WHAT IS EXPECTED | Find every line in the records below that contains "position", and copy it.

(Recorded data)
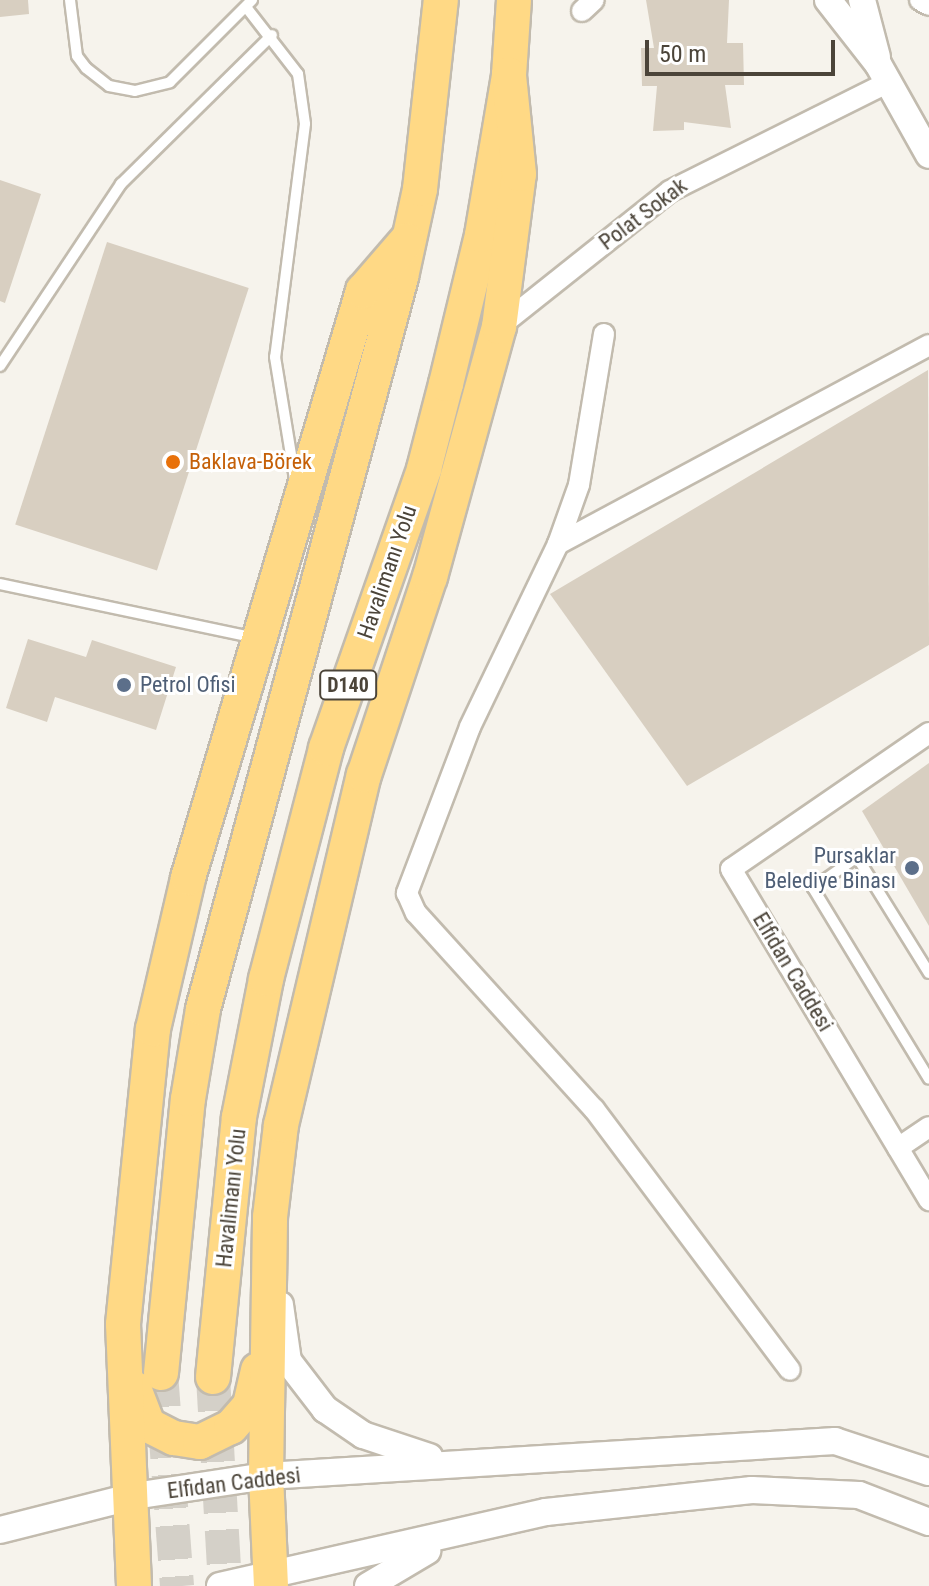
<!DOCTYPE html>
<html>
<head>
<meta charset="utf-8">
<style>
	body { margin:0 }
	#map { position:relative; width:929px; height:1586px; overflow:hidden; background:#f6f3ec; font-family:"Roboto Condensed",sans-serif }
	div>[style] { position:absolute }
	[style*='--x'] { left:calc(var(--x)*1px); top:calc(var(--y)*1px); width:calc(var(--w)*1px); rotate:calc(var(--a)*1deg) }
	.building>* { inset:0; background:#d8cfc1; transform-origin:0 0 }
	.trunk-tunnel>* { height:34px; margin-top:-17px; transform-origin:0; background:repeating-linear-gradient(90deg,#d4d0c8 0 34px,transparent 0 51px) }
	.roads { filter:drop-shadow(2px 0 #c2bbae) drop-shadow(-2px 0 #c2bbae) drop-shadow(0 2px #c2bbae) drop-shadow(0 -2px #c2bbae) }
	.service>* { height:10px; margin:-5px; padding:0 5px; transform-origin:5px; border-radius:5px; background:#fff }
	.minor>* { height:20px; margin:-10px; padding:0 10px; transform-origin:10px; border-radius:10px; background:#fff }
	.tertiary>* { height:26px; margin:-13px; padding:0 13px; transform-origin:13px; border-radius:13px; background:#fff }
	.trunk>* { height:34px; margin:-17px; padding:0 17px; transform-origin:17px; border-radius:17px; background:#ffd985 }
	.dots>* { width:22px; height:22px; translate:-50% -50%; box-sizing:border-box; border:4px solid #fff; border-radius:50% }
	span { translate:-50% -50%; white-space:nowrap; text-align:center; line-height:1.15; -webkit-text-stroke:6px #fff; paint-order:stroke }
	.shield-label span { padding:2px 6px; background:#fff; border:2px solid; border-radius:6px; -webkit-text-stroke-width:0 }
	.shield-label { font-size:20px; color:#4b4439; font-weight:700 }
	.street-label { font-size:22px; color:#4b4439 }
	.food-label { font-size:22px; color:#c56008 }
	.left { translate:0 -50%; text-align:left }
	.service-label { font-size:22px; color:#4e5e75 }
	.right { translate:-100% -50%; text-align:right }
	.scale { position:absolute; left:645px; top:40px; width:190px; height:36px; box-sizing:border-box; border:4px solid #4b4439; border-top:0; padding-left:10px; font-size:24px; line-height:28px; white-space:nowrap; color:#4b4439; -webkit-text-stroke:6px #fff; paint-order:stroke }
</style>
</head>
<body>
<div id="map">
	<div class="building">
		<i style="clip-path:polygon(0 0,28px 0,29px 14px,0 17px)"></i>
		<i style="clip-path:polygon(646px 0,729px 0,727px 43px,743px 43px,744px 85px,725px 85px,731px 128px,684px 122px,684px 130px,653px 131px,657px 86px,642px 86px,641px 48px,654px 48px)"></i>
		<i style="clip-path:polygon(0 180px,41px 194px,5px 303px,0 301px)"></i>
		<i style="left:107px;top:242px;width:149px;height:297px;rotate:18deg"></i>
		<i style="clip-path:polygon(928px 370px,929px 645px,687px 786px,550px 594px)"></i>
		<i style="clip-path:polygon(28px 639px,86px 657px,92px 640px,176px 667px,156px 730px,55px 697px,47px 722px,6px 708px)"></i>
		<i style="clip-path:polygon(929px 763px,929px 926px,862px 811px)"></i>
	</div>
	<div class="trunk-tunnel">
		<i style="--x:161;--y:1373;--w:214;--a:85.7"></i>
		<i style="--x:213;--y:1377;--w:209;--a:86.7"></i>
	</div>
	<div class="roads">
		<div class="service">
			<i style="--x:70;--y:0;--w:56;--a:82.9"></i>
			<i style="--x:77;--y:56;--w:15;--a:53"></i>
			<i style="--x:86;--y:68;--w:29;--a:38"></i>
			<i style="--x:109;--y:86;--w:26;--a:11"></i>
			<i style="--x:135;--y:91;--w:36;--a:-14"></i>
			<i style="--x:170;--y:82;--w:116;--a:-45"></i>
			<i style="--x:246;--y:7;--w:85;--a:52.2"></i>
			<i style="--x:298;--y:74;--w:50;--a:82"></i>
			<i style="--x:305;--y:124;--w:235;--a:97.3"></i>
			<i style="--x:275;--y:357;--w:124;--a:80.7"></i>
			<i style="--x:0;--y:366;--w:219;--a:-56.4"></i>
			<i style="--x:121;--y:184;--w:212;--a:-44.6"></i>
			<i style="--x:0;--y:584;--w:262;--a:11.9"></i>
			<i style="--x:929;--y:973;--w:137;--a:-121.8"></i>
			<i style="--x:857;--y:857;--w:54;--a:144.8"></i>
			<i style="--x:813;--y:888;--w:223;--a:58.7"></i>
		</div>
		<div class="minor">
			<i style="--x:920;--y:0;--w:10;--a:29"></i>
			<i style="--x:582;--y:11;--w:16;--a:-43"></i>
			<i style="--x:499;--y:327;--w:218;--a:-38.5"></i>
			<i style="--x:670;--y:191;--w:245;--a:-26.5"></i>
			<i style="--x:604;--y:334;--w:153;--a:99.4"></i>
			<i style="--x:579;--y:485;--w:63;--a:109.6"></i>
			<i style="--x:558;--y:544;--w:203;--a:115.7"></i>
			<i style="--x:470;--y:727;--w:178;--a:110.8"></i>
			<i style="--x:407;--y:893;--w:22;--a:66"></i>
			<i style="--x:416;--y:913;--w:265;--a:47.8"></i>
			<i style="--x:594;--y:1109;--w:326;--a:53.1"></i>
			<i style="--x:558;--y:544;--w:421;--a:-28.2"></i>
			<i style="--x:929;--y:733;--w:240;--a:145.5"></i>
			<i style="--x:731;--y:869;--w:386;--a:59.1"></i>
			<i style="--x:898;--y:1148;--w:37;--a:-34"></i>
		</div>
		<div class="tertiary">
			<i style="--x:828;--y:0;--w:81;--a:52"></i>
			<i style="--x:878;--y:64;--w:104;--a:60.7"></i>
			<i style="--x:862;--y:0;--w:59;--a:75.3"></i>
			<i style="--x:280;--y:1305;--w:57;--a:81.9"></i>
			<i style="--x:288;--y:1361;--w:61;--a:52.4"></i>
			<i style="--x:325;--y:1409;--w:46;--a:34.4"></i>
			<i style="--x:363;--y:1435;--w:70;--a:18.4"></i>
			<i style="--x:0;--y:1530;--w:138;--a:-14.2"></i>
			<i style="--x:134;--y:1496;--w:134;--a:-8.6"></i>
			<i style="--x:266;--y:1476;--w:570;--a:-3.52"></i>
			<i style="--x:835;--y:1441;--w:99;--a:18.3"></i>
			<i style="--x:220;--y:1586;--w:334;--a:-12.8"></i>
			<i style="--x:546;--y:1512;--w:207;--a:-6.1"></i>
			<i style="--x:752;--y:1490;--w:107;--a:2.7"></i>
			<i style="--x:859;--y:1495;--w:75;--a:21.1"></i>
			<i style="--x:368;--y:1586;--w:69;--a:-30.7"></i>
		</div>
		<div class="trunk">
			<i style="--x:161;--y:1373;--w:275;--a:-84.4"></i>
			<i style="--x:188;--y:1099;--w:91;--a:-80.5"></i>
			<i style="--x:203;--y:1009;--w:758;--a:-74.86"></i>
			<i style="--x:401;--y:277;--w:90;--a:-77.8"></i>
			<i style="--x:420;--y:189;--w:190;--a:-83.7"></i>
			<i style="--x:213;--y:1377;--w:261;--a:-84.3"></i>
			<i style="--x:239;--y:1117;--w:141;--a:-78.9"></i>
			<i style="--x:266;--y:979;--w:239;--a:-75.4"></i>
			<i style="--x:326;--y:748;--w:296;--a:-70.6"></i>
			<i style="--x:424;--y:469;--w:88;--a:-75.5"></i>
			<i style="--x:446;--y:384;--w:153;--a:-76.4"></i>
			<i style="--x:482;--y:235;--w:162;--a:-80.4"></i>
			<i style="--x:509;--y:75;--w:75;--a:-86.2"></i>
			<i style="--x:134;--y:1388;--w:40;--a:69"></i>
			<i style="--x:148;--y:1425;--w:29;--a:27"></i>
			<i style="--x:174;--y:1438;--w:26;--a:9"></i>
			<i style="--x:200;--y:1442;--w:34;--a:-26"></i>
			<i style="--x:231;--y:1427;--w:29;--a:-49"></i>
			<i style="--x:250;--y:1405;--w:36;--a:-77"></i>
			<i style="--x:134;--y:1586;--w:262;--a:-92.4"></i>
			<i style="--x:123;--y:1324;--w:297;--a:-84.2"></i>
			<i style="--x:153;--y:1029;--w:155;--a:-76.9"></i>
			<i style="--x:188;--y:878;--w:613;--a:-73.4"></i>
			<i style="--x:363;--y:291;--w:67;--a:-49.2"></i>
			<i style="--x:271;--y:1586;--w:110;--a:-92.6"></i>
			<i style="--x:266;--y:1476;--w:259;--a:-89.1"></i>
			<i style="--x:270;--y:1217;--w:93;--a:-83.2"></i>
			<i style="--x:281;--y:1125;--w:360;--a:-76.7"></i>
			<i style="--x:364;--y:775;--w:209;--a:-71.6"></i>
			<i style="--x:430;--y:577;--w:259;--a:-74.6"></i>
			<i style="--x:499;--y:327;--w:154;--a:-82.6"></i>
			<i style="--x:519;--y:174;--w:100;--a:-95.8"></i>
		</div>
	</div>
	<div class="dots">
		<i style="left:173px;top:462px;background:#e8710a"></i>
		<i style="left:124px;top:685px;background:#5c6f8a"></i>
		<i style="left:912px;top:868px;background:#5c6f8a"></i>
	</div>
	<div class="shield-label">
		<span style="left:348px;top:685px">D140</span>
	</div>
	<div class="street-label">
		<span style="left:643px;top:214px;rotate:-37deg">Polat Sokak</span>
		<span style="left:387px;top:572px;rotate:-71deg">Havalimanı Yolu</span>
		<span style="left:793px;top:972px;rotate:59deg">Elfidan Caddesi</span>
		<span style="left:231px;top:1198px;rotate:-84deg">Havalimanı Yolu</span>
		<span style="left:234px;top:1483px;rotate:-7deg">Elfidan Caddesi</span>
	</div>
	<div class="food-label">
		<span class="left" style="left:189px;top:462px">Baklava-Börek</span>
	</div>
	<div class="service-label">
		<span class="left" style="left:140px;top:685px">Petrol Ofisi</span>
		<span class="right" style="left:896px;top:868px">Pursaklar<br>Belediye Binası</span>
	</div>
	<div class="scale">50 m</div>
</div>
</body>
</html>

ANSWER FOR THE TASK |
	#map { position:relative; width:929px; height:1586px; overflow:hidden; background:#f6f3ec; font-family:"Roboto Condensed",sans-serif }
	div>[style] { position:absolute }
	.scale { position:absolute; left:645px; top:40px; width:190px; height:36px; box-sizing:border-box; border:4px solid #4b4439; border-top:0; padding-left:10px; font-size:24px; line-height:28px; white-space:nowrap; color:#4b4439; -webkit-text-stroke:6px #fff; paint-order:stroke }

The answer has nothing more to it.